Radikal LaVani
Oleh Dahlan Iskan
Kamis, 07 November 2019 – 04:24 WIB
Lalu saya tinggalkan HP di teras. Kemudian diajak duduk di meja rapat --di ruang depan.
Ruang itu tidak asing bagi saya. Sudah sering saya diterima beliau di situ. Dulu. Saat masih menjadi sesuatu.
"Nyuwun duko," kata saya lagi --setelah duduk di kursi.
Kami hanya berdua. Sunyi.
Di luar rumah cuaca dingin.
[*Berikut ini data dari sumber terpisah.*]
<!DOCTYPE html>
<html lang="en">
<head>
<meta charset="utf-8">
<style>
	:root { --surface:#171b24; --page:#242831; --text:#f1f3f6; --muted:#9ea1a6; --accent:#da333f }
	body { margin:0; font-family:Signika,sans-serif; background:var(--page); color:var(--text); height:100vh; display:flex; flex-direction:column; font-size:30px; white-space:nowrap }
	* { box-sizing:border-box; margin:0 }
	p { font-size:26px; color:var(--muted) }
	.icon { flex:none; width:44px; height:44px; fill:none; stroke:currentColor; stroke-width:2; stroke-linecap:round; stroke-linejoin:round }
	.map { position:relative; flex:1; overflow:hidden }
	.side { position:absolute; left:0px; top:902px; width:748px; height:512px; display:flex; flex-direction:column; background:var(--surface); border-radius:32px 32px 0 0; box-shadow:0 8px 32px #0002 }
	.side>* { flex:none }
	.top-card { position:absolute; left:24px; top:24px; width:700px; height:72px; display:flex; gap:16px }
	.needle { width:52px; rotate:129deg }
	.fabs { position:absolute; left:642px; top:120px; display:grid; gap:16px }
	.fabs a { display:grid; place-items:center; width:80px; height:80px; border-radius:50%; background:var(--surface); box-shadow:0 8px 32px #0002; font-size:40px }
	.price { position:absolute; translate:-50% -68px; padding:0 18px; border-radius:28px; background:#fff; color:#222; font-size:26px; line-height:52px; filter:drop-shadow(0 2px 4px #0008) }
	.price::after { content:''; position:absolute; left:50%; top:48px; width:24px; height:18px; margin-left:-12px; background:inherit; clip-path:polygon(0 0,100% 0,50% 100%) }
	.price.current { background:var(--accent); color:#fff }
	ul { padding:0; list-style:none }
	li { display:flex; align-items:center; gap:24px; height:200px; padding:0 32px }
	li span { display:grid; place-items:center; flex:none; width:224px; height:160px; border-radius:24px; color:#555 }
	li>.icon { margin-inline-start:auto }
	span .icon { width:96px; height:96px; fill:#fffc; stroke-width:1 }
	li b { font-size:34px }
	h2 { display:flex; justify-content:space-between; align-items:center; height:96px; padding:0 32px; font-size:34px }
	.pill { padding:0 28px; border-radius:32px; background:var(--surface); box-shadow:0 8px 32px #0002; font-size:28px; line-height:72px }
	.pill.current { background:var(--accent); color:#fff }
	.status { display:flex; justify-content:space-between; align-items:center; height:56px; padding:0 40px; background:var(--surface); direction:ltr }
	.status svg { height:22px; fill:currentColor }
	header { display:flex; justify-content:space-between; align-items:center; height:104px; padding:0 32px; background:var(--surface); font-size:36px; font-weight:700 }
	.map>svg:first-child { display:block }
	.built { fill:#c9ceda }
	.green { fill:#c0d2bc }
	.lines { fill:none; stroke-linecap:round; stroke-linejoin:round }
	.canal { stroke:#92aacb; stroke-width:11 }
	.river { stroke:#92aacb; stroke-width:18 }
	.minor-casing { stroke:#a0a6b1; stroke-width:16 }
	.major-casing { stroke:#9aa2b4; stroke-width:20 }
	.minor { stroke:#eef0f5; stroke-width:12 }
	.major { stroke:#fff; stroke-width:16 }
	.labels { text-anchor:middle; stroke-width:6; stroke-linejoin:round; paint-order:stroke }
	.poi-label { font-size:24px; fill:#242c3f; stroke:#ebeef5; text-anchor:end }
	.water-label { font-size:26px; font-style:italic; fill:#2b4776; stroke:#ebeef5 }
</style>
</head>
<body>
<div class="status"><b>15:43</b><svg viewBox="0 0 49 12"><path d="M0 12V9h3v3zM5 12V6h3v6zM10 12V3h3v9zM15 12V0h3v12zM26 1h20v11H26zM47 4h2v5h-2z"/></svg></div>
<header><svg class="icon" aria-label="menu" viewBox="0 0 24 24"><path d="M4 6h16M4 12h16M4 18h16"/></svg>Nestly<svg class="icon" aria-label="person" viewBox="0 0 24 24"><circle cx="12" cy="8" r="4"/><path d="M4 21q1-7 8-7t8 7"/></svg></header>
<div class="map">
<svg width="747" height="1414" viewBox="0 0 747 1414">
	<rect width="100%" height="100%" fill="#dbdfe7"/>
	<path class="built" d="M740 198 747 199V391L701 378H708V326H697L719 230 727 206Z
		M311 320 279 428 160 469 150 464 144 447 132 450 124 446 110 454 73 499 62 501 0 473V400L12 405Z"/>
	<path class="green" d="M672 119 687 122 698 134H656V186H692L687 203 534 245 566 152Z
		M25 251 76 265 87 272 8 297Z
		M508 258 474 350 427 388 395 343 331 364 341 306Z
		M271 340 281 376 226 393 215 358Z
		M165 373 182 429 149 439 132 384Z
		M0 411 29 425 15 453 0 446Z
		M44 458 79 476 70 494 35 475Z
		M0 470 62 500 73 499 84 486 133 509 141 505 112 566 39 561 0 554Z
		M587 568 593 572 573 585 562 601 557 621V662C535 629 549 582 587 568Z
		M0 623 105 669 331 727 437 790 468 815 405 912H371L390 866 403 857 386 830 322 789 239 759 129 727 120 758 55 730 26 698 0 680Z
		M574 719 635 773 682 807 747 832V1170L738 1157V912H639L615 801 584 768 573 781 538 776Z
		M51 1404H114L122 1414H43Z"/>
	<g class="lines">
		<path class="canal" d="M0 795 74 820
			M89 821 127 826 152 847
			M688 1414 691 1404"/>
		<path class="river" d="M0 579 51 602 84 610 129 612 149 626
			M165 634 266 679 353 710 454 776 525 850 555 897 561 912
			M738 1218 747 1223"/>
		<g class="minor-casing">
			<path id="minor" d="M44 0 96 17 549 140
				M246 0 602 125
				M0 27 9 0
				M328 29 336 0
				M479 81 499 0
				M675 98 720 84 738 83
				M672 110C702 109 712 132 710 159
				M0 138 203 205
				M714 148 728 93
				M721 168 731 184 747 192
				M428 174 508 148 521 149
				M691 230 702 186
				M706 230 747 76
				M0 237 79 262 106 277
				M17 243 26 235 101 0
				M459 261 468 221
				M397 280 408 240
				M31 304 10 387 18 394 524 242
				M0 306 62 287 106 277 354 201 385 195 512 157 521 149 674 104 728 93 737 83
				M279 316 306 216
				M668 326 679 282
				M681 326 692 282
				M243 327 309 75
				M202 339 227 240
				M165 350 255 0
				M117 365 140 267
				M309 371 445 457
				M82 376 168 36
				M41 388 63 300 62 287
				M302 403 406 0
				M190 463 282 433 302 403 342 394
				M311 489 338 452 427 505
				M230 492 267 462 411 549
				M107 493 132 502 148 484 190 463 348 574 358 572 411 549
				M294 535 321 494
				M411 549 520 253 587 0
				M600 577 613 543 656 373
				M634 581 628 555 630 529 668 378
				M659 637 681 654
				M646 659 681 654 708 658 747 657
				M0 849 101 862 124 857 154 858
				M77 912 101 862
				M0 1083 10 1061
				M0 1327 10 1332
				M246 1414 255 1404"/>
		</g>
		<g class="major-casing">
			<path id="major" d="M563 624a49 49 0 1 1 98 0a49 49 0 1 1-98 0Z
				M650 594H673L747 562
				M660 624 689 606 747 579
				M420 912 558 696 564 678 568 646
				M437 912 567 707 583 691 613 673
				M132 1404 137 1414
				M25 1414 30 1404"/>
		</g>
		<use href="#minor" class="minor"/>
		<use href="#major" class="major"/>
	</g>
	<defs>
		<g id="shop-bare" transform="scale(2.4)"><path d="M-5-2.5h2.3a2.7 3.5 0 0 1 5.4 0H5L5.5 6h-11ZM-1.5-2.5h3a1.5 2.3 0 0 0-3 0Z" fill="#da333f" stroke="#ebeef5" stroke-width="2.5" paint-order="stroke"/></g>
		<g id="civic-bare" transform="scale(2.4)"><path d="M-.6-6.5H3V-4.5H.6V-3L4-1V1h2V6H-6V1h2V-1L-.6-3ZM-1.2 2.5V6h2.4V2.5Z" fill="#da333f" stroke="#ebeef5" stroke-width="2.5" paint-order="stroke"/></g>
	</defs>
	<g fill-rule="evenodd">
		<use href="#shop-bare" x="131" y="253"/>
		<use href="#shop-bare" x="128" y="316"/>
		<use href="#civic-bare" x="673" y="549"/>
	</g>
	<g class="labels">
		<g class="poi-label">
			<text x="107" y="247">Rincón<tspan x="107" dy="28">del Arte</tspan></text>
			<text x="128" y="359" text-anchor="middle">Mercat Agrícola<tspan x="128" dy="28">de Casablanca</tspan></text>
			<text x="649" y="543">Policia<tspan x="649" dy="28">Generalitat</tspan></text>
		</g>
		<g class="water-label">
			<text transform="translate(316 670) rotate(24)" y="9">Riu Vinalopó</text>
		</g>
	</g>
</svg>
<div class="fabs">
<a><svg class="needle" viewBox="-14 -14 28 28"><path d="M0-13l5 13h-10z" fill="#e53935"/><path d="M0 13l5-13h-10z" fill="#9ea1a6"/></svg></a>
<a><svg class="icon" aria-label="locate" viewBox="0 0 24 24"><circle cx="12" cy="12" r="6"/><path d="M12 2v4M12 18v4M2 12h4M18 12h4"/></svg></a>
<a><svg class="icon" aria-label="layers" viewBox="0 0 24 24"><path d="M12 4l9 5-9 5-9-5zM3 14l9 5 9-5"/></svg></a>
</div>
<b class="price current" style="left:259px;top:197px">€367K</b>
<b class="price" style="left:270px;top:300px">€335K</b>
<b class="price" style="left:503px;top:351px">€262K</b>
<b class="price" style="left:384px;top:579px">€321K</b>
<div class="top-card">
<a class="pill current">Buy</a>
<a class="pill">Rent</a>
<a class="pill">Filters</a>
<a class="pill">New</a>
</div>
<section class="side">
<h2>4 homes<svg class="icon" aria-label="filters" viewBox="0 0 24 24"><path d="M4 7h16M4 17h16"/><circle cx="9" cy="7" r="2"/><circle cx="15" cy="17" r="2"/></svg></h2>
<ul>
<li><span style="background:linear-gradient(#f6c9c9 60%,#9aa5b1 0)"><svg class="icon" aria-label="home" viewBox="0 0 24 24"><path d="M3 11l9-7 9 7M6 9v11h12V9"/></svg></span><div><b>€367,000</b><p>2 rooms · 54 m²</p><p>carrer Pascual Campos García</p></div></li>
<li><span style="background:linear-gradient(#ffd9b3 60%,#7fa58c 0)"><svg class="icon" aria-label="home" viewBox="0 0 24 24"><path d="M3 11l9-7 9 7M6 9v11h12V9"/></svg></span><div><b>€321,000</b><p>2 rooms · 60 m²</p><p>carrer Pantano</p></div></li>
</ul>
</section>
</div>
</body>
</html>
Hujan baru reda. Waktu berjalan dari pendopo ke kediaman ini pun beberapa tetes hujan masih tersisa.
"Kami kaget Bu Ani meninggal begitu cepat. Mungkinkah tim dokter terlalu agresif?" celetuk saya.
Pak SBY terdiam agak lama. Lalu menarik nafas panjang.
"Tidak juga, Pak Dahlan," katanya lirih. "Semua sudah sesuai dengan protokol penanganan kanker darah," ujar beliau.
Saya melihat Pak SBY masih begitu sedih. Wajahnya masih penuh duka. Pun setelah lima bulan berlalu.